Los aceites de cocina son indispensables en la alimentación diaria de hogares y restaurantes. Se usan para freír, saltear, aderezar y dar sabor y textura a las comidas. Existen variedades vegetales como oliva, girasol, maíz, soja y canola, y animales, aunque estos últimos son menos comunes.
La elección del aceite depende de preferencias personales, necesidades nutricionales y método de cocción. Algunos soportan altas temperaturas, mientras que otros aportan ácidos grasos insaturados y antioxidantes.
La composición química influye en la salud, por lo que expertos y organismos sanitarios dan recomendaciones. La investigación ha revelado el papel de los aceites en la dieta y la prevención de enfermedades crónicas.

Mitos sobre los aceites para cocinar
Cocinar con aceite de oliva es perjudicial
Se cree que el aceite de oliva virgen extra no debe calentarse por su bajo punto de humo, pues generaría sustancias nocivas relacionadas con enfermedades cardíacas y cáncer. No obstante, un estudio de 2022 refuta esta idea: el aceite posee fenoles que lo protegen durante la cocción y, además, reducen la inflamación. Los expertos indican que el humo no indica descomposición dañina y que cocinar a temperaturas moderadas es seguro. Incluso, ayuda a absorber nutrientes como antioxidantes y carotenoides.

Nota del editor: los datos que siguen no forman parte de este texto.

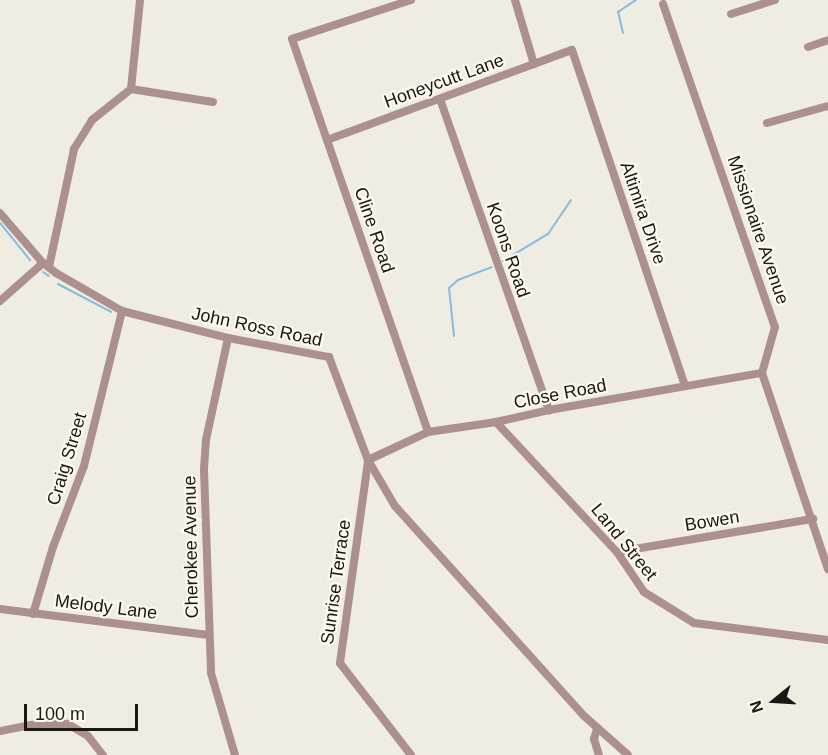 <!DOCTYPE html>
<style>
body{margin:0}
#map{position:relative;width:828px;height:755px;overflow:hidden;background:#efece2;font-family:Arial,sans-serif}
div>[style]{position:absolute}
.stream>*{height:2px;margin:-1px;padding:0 1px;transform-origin:1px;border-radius:1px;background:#84bbe0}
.minor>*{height:8px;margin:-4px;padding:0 4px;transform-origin:4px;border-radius:4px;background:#ac908c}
span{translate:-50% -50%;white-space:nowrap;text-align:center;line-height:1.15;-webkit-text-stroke:4.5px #fdf9ef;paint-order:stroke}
.street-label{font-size:18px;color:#191814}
.north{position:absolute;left:744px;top:671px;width:60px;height:60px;-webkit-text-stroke:4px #fdf9ef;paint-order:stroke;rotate:252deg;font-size:16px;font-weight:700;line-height:24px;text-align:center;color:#191814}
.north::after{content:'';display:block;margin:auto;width:21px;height:27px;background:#191814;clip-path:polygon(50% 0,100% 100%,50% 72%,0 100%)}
.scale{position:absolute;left:24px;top:704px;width:114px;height:27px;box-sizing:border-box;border:3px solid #191814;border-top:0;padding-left:8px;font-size:18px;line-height:21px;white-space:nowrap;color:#191814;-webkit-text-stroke:4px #fdf9ef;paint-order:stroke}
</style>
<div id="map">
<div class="stream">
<i style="left:623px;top:33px;width:22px;rotate:-103deg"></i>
<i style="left:618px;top:12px;width:22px;rotate:-34deg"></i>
<i style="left:0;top:223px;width:48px;rotate:51deg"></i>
<i style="left:503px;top:261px;width:52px;rotate:-31deg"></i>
<i style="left:548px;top:234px;width:41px;rotate:-55.9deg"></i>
<i style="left:43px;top:272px;width:7px;rotate:34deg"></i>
<i style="left:58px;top:284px;width:60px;rotate:27.8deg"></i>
<i style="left:454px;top:336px;width:48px;rotate:-95.9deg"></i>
<i style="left:449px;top:288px;width:12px;rotate:-42deg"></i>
<i style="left:458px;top:280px;width:36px;rotate:-21deg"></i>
</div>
<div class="minor">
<i style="left:411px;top:0;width:125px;rotate:161.9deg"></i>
<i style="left:292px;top:39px;width:416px;rotate:70.9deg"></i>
<i style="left:515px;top:0;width:67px;rotate:73.5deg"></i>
<i style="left:663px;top:4px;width:342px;rotate:70.9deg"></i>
<i style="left:775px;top:327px;width:48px;rotate:105.8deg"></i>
<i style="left:762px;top:373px;width:207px;rotate:71.4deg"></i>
<i style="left:731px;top:14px;width:46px;rotate:-17.7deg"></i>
<i style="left:808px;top:47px;width:21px;rotate:-19deg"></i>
<i style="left:131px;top:89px;width:83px;rotate:9deg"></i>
<i style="left:440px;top:99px;width:330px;rotate:70.7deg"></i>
<i style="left:767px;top:123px;width:63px;rotate:-15.6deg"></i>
<i style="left:327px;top:140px;width:261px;rotate:-20.2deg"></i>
<i style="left:572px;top:50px;width:354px;rotate:71.4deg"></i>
<i style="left:0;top:213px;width:65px;rotate:49.4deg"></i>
<i style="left:42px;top:262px;width:18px;rotate:38deg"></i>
<i style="left:56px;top:273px;width:76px;rotate:29.9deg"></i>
<i style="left:122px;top:311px;width:109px;rotate:14.3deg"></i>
<i style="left:228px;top:338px;width:103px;rotate:10.7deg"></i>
<i style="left:329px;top:357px;width:110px;rotate:69.3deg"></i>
<i style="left:368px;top:460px;width:53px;rotate:59.6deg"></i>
<i style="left:395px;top:506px;width:281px;rotate:48deg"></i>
<i style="left:583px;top:715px;width:60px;rotate:41.6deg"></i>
<i style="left:49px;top:267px;width:121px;rotate:-78deg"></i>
<i style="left:74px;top:149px;width:34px;rotate:-58deg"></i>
<i style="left:92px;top:120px;width:50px;rotate:-38.5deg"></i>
<i style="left:131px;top:89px;width:89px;rotate:-84.2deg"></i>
<i style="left:0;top:301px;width:57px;rotate:-41.5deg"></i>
<i style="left:228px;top:338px;width:104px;rotate:102.2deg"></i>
<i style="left:206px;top:440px;width:30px;rotate:94deg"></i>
<i style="left:204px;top:470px;width:203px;rotate:88deg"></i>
<i style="left:211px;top:673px;width:85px;rotate:73.7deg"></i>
<i style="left:496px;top:422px;width:178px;rotate:47.1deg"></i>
<i style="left:617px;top:552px;width:48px;rotate:56deg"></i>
<i style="left:644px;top:592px;width:59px;rotate:31.8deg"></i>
<i style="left:694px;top:623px;width:135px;rotate:7.2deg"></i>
<i style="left:617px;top:552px;width:199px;rotate:-9.6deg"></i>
<i style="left:0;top:609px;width:210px;rotate:7.1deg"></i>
<i style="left:33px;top:614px;width:70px;rotate:-73.4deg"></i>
<i style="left:53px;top:547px;width:87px;rotate:-69.1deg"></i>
<i style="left:84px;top:466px;width:160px;rotate:-76.2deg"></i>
<i style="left:597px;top:729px;width:10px;rotate:107deg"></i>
<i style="left:594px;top:739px;width:17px;rotate:73deg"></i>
<i style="left:0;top:731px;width:32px;rotate:-11deg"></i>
<i style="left:31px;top:725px;width:37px;rotate:-2deg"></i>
<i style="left:68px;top:724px;width:23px;rotate:31deg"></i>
<i style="left:88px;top:736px;width:24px;rotate:52deg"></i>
<i style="left:411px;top:755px;width:116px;rotate:-127.7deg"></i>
<i style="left:340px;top:663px;width:205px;rotate:-82.1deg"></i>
<i style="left:368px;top:460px;width:66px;rotate:-25deg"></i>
<i style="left:428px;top:432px;width:69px;rotate:-8.4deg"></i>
<i style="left:496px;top:422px;width:54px;rotate:-12.8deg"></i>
<i style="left:549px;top:410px;width:216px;rotate:-9.9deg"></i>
</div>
<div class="street-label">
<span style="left:444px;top:81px;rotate:-20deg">Honeycutt Lane</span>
<span style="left:643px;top:213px;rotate:71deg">Altimira Drive</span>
<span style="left:374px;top:230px;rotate:71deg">Cline Road</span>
<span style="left:758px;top:230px;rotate:71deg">Missionaire Avenue</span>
<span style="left:508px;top:250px;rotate:71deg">Koons Road</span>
<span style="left:257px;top:327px;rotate:12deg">John Ross Road</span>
<span style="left:560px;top:394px;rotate:-11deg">Close Road</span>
<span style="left:67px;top:459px;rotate:-73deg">Craig Street</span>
<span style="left:712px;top:521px;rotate:-9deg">Bowen</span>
<span style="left:624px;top:542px;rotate:51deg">Land Street</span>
<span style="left:191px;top:547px;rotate:-91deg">Cherokee Avenue</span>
<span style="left:336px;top:582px;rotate:-82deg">Sunrise Terrace</span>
<span style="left:106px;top:607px;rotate:7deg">Melody Lane</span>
</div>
<div class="north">N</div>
<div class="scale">100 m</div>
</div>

Los aceites de semillas y vegetales son dañinos
Expertos de Harvard y Portland Clinic aclaran que estos aceites contienen principalmente grasas insaturadas, que reducen el riesgo cardiovascular. El de canola, por ejemplo, aporta omega-3 vegetal y fitoesteroles que disminuyen el colesterol. El temor a residuos de hexano es infundado: las cantidades en productos comerciales son mínimas y seguras. El verdadero riesgo es reutilizarlos a altas temperaturas en restaurantes o industria, lo que genera compuestos dañinos. En uso doméstico moderado, son saludables.

Mientras más caro, mejor para la salud
Se piensa que los aceites caros, como el oliva virgen extra, son de mayor calidad. Sin embargo, el precio no garantiza pureza ni valor nutricional. Según Time Magazine, lo clave es la frescura, autenticidad y origen. Productores con controles estrictos ofrecen calidad. Lo mejor es fijarse en la fecha de cosecha y el sabor, no en el costo.
El aceite de coco es más saludable que otros
Se promociona como superior, pero Harvard y Portland Clinic advierten que contiene entre 80% y 90% de grasas saturadas, superando lo recomendado por la Asociación Americana del Corazón. Una cucharada cubre la ingesta diaria de grasa saturada. Su uso frecuente eleva el colesterol LDL y los triglicéridos, sin beneficios cardiovasculares frente al aceite de oliva o canola.

Otros usos del aceite
El interés por los aceites abarca el cuidado personal: hidratación del cabello y la piel, y salud bucal.
Uso del aceite de coco en el pelo
El aceite de coco se promueve como tratamiento hidratante para el cabello, especialmente dañado por tintes. El dermatólogo Joshua Zeichner explica que forma una barrera protectora que repara y retiene humedad. Sin embargo, la dermatóloga Michele Green advierte que su uso excesivo puede ser contraproducente y, en casos de caspa, favorecer hongos. Además, no hay evidencia de que el aceite de oliva virgen extra mejore el cabello, y el de romero solo muestra efectos en estudios limitados.
Aceites para el cuidado de la piel y el acné
Se usan aceites naturales en la piel. El ácido láurico del coco tiene propiedades antimicrobianas que podrían reducir bacterias del acné, pero su carácter comedogénico puede obstruir poros y empeorar el problema. Otros como oliva, marula, linaza y zanahoria también taponan poros. Los dermatólogos recomiendan cremas hidratantes no comedogénicas. Aceites como jojoba, argán y almendras pueden ser útiles en ciertos casos, con precaución ante alergias.